La principale difficulté pour la réalisation du Génie Civil était la nature géotechnique du site. Le Consultant Mécasol avait préconisé l’utilisation des micro pieux, technologie encore non utilisée à Maurice, pour le report des charges statiques et des sollicitations dynamiques à la couche de basalte altérée situé a moins trente mètres par rapport au niveau du sol. En bref, il s’agissait d’un faisceau de tubes d’acier creuses ancrés dans la couche de basalte par l’injection d’un coulis de ciment.
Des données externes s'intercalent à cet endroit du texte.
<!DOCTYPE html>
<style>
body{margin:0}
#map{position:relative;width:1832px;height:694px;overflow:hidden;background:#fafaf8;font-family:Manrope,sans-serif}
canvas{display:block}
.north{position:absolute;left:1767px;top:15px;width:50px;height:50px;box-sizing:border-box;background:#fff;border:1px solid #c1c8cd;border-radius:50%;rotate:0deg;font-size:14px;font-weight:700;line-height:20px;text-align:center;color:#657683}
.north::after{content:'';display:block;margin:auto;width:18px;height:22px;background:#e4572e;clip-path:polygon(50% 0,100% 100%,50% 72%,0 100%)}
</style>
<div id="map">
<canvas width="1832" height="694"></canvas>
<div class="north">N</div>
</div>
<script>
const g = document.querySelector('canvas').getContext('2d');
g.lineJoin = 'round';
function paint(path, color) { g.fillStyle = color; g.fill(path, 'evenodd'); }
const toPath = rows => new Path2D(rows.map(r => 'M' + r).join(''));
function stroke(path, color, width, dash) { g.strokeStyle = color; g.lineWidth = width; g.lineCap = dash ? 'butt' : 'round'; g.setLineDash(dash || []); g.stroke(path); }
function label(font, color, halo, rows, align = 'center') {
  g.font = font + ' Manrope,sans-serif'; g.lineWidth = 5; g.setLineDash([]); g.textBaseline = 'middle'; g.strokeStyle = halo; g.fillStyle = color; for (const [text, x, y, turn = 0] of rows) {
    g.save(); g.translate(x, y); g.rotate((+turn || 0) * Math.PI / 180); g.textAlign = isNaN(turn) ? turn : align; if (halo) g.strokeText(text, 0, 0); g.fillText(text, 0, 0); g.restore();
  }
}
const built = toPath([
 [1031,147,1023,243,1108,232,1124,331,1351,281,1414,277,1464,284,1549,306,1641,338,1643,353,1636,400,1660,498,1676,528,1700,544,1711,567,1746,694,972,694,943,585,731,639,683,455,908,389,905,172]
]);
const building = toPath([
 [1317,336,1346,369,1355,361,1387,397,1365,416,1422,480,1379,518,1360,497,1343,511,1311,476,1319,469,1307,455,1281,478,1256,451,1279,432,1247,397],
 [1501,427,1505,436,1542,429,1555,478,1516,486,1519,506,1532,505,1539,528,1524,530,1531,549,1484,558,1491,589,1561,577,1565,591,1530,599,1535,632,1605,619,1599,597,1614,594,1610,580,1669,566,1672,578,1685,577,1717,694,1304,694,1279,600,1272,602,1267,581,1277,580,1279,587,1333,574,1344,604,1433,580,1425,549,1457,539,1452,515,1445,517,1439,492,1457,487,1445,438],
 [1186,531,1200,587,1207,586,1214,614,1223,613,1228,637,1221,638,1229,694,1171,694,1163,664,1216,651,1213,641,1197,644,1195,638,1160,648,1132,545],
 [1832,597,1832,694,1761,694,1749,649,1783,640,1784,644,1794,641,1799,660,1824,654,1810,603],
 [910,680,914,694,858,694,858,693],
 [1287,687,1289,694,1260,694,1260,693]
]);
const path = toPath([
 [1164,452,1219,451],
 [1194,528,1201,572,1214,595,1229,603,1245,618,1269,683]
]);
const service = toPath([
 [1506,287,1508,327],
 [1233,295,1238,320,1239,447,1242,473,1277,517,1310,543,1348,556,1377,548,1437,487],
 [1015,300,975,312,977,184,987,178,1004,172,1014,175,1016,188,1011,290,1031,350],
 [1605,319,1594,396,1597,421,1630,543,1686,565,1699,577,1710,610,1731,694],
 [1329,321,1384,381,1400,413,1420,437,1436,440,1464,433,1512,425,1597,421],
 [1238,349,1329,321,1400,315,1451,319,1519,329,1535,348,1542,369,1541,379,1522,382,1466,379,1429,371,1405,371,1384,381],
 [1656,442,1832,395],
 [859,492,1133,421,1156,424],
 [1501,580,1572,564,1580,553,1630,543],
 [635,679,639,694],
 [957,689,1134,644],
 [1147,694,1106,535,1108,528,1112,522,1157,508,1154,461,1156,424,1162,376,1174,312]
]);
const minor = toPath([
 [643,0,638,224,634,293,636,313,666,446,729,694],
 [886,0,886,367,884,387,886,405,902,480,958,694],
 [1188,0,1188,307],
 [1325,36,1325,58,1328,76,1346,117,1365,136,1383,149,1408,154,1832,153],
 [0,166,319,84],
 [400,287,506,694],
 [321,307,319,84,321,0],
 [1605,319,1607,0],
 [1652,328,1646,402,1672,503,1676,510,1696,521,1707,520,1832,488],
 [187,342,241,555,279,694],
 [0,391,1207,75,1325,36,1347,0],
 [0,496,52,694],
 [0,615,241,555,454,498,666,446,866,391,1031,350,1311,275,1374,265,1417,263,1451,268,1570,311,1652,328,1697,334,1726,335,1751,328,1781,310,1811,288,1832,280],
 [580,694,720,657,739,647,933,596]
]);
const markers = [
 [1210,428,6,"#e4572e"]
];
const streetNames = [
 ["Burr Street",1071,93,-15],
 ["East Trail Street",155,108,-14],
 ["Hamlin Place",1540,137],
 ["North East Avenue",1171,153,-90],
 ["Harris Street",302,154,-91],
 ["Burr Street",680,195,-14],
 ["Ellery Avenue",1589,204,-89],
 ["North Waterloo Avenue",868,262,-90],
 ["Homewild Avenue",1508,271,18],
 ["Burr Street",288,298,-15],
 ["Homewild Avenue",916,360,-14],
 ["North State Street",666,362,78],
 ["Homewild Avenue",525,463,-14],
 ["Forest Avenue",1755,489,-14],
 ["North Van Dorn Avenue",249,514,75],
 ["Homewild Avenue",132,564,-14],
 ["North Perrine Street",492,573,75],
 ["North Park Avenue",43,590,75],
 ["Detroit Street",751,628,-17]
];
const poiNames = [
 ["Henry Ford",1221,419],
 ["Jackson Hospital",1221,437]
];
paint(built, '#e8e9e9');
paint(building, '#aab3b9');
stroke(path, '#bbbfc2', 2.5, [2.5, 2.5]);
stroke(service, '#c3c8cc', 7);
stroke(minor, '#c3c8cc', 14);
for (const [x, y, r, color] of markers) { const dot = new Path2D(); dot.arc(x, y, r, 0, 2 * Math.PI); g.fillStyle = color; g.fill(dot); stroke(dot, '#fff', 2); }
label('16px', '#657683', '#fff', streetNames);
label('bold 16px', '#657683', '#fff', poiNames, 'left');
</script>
Une entreprise spécialisée, avait été sollicitée pour l’exécution de cette tâche délicate supervisée par monsieur Deguen de L’EDF. Afin de déterminer l’ancrage pour la réalisation d’un bulbe de ciment au pied de chaque pieux, l’outil de forage était équipé d’un dispositif de mesure du couple résistant du substrat, d’où la nécessité d’une supervision rigoureuse. Cet exercice fut l’objet de moult tiraillements entre l’ingénieur et le responsable de l’entreprise spécialisée, ainsi que des consultations téléphoniques en temps réel avec le Consultant à Paris.
J’ai été personnellement témoin d’un incident particulier a deux heures du matin, quand les batteries de téléphone portable étaient à plat rendant impossible tout contact avec le Consultant. Monsieur De Lapeyre, l’inspecteur Génie Civil du CEB avait eu l’excellente idée de réaliser une maquette à l’échelle 1 :75 d’un massif moteur pour illustrer cette opération. Cette maquette est exposée aujourd’hui dans la salle de conférence de la Centrale. Malgré des difficultés, le Génie Civil de la Centrale fut réalisé dans les délais du planning initial.
Un incident majeur fut toutefois enregistré lors du montage des deux moteurs, quand il fut décelé que les soies des paliers de l’arbre manivelles avaient subies une dégradation importante lors du transport maritime par un défaut de conditionnement approprié. Deux solutions furent envisagées à savoir un usinage in-situ par les spécialistes, ou un remplacement pur et simple des arbres manivelles pesant chacune plus d’une centaine de tonnes. Après consultation avec l’ingénieur, j’avais opté pour la deuxième solution malgré un
retard conséquent sur le planning, et de lourdes pénalités contractuelles au maitre d’œuvre NSD.
Je me souviens que cet incident fut l’objet d’une question parlementaire à l’Assemblée Nationale, et qu’acculé par un député de l’opposition, le Ministre de tutelle avait fait le choix de me blâmer pour mon choix.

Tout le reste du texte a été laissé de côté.